** Opening DATA block **

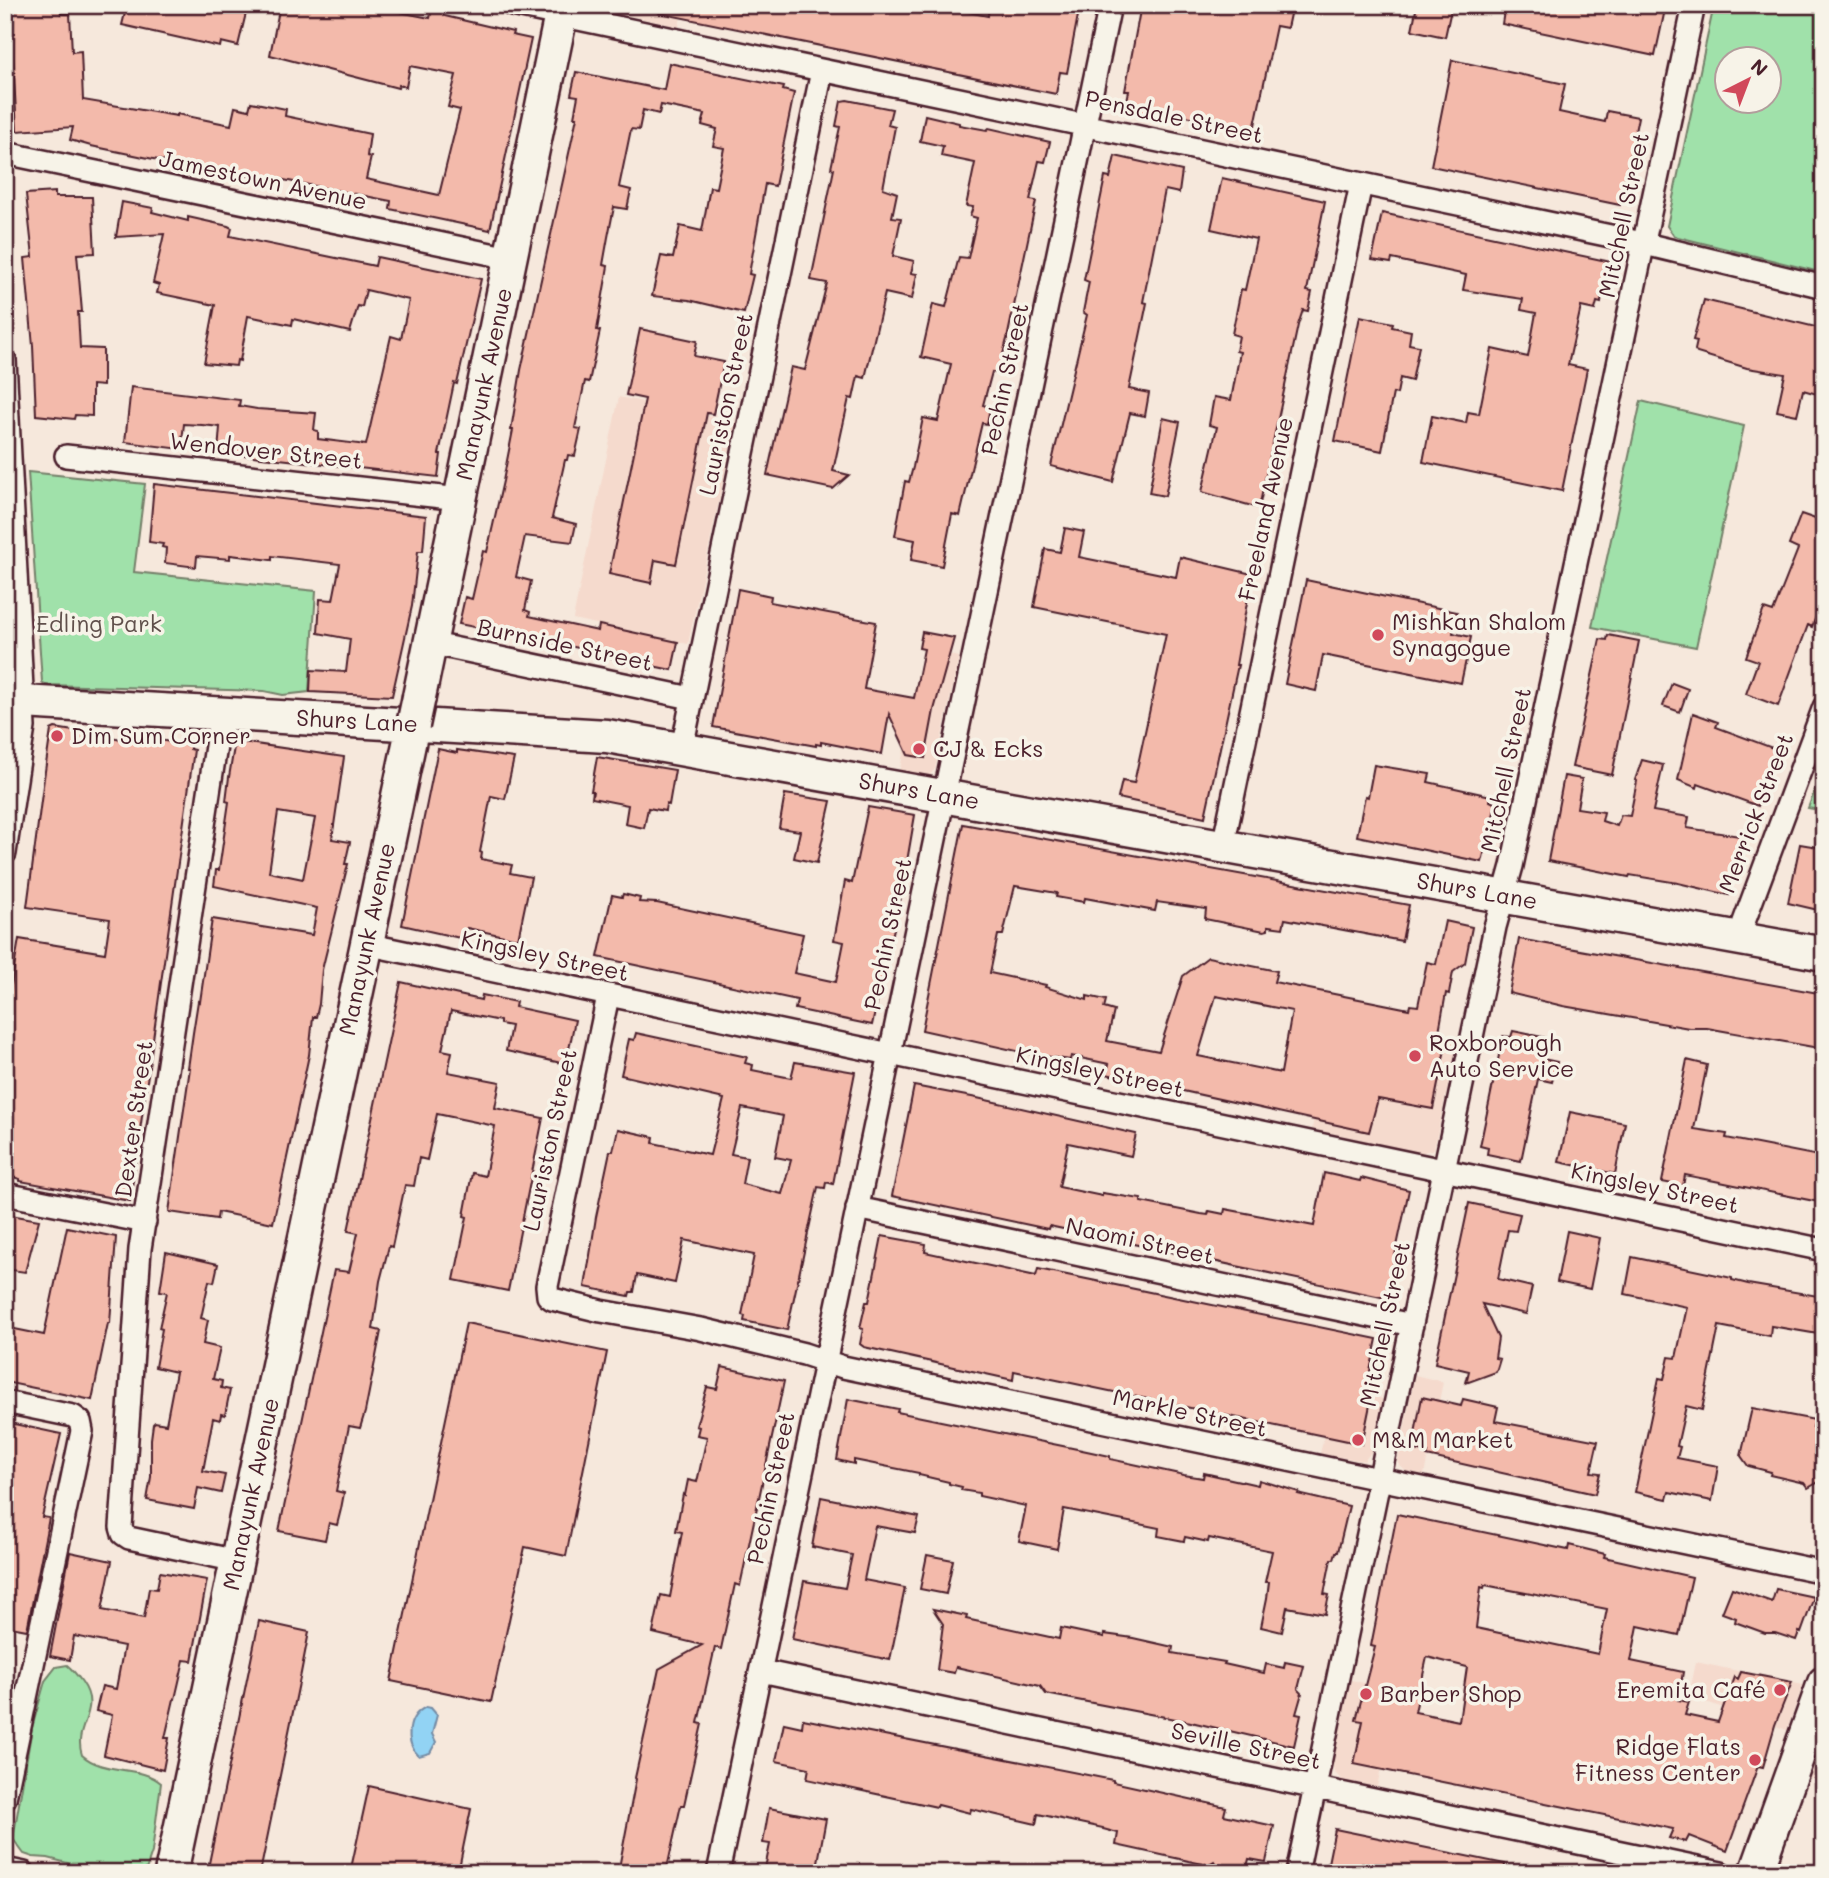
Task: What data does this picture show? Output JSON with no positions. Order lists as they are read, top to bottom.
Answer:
{
  "streets": {
    "street": [
      "Pensdale Street",
      "Jamestown Avenue",
      "Mitchell Street",
      "Pechin Street",
      "Manayunk Avenue",
      "Lauriston Street",
      "Wendover Street",
      "Freeland Avenue",
      "Burnside Street",
      "Shurs Lane",
      "Merrick Street",
      "Kingsley Street",
      "Dexter Street",
      "Naomi Street",
      "Markle Street",
      "Seville Street"
    ]
  },
  "crossings": [
    ["Pensdale Street", "Mitchell Street"],
    ["Pensdale Street", "Pechin Street"],
    ["Pensdale Street", "Manayunk Avenue"],
    ["Pensdale Street", "Lauriston Street"],
    ["Pensdale Street", "Freeland Avenue"],
    ["Jamestown Avenue", "Manayunk Avenue"],
    ["Mitchell Street", "Shurs Lane"],
    ["Mitchell Street", "Kingsley Street"],
    ["Mitchell Street", "Naomi Street"],
    ["Mitchell Street", "Markle Street"],
    ["Mitchell Street", "Seville Street"],
    ["Pechin Street", "Shurs Lane"],
    ["Pechin Street", "Kingsley Street"],
    ["Pechin Street", "Naomi Street"],
    ["Pechin Street", "Markle Street"],
    ["Pechin Street", "Seville Street"],
    ["Manayunk Avenue", "Wendover Street"],
    ["Manayunk Avenue", "Burnside Street"],
    ["Manayunk Avenue", "Kingsley Street"],
    ["Manayunk Avenue", "Dexter Street"],
    ["Lauriston Street", "Burnside Street"],
    ["Lauriston Street", "Shurs Lane"],
    ["Lauriston Street", "Kingsley Street"],
    ["Lauriston Street", "Markle Street"],
    ["Freeland Avenue", "Shurs Lane"],
    ["Shurs Lane", "Merrick Street"],
    ["Shurs Lane", "Dexter Street"]
  ],
  "parks": ["Edling Park"],
  "places": [
    "Mishkan Shalom Synagogue",
    "Dim Sum Corner",
    "CJ & Ecks",
    "Roxborough Auto Service",
    "M&M Market",
    "Eremita Café",
    "Barber Shop",
    "Ridge Flats Fitness Center"
  ],
  "north": "top right"
}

** Closing DATA block **

* WHAT YOU WILL DO *
What is needed is an exact reproduction of the data, pictures excluded.

* ANSWER TO THIS TASK *
Task: What data does this picture show? Output JSON with no positions. Order lists as they are read, top to bottom.
Answer:
{
  "streets": {
    "street": [
      "Pensdale Street",
      "Jamestown Avenue",
      "Mitchell Street",
      "Pechin Street",
      "Manayunk Avenue",
      "Lauriston Street",
      "Wendover Street",
      "Freeland Avenue",
      "Burnside Street",
      "Shurs Lane",
      "Merrick Street",
      "Kingsley Street",
      "Dexter Street",
      "Naomi Street",
      "Markle Street",
      "Seville Street"
    ]
  },
  "crossings": [
    ["Pensdale Street", "Mitchell Street"],
    ["Pensdale Street", "Pechin Street"],
    ["Pensdale Street", "Manayunk Avenue"],
    ["Pensdale Street", "Lauriston Street"],
    ["Pensdale Street", "Freeland Avenue"],
    ["Jamestown Avenue", "Manayunk Avenue"],
    ["Mitchell Street", "Shurs Lane"],
    ["Mitchell Street", "Kingsley Street"],
    ["Mitchell Street", "Naomi Street"],
    ["Mitchell Street", "Markle Street"],
    ["Mitchell Street", "Seville Street"],
    ["Pechin Street", "Shurs Lane"],
    ["Pechin Street", "Kingsley Street"],
    ["Pechin Street", "Naomi Street"],
    ["Pechin Street", "Markle Street"],
    ["Pechin Street", "Seville Street"],
    ["Manayunk Avenue", "Wendover Street"],
    ["Manayunk Avenue", "Burnside Street"],
    ["Manayunk Avenue", "Kingsley Street"],
    ["Manayunk Avenue", "Dexter Street"],
    ["Lauriston Street", "Burnside Street"],
    ["Lauriston Street", "Shurs Lane"],
    ["Lauriston Street", "Kingsley Street"],
    ["Lauriston Street", "Markle Street"],
    ["Freeland Avenue", "Shurs Lane"],
    ["Shurs Lane", "Merrick Street"],
    ["Shurs Lane", "Dexter Street"]
  ],
  "parks": ["Edling Park"],
  "places": [
    "Mishkan Shalom Synagogue",
    "Dim Sum Corner",
    "CJ & Ecks",
    "Roxborough Auto Service",
    "M&M Market",
    "Eremita Café",
    "Barber Shop",
    "Ridge Flats Fitness Center"
  ],
  "north": "top right"
}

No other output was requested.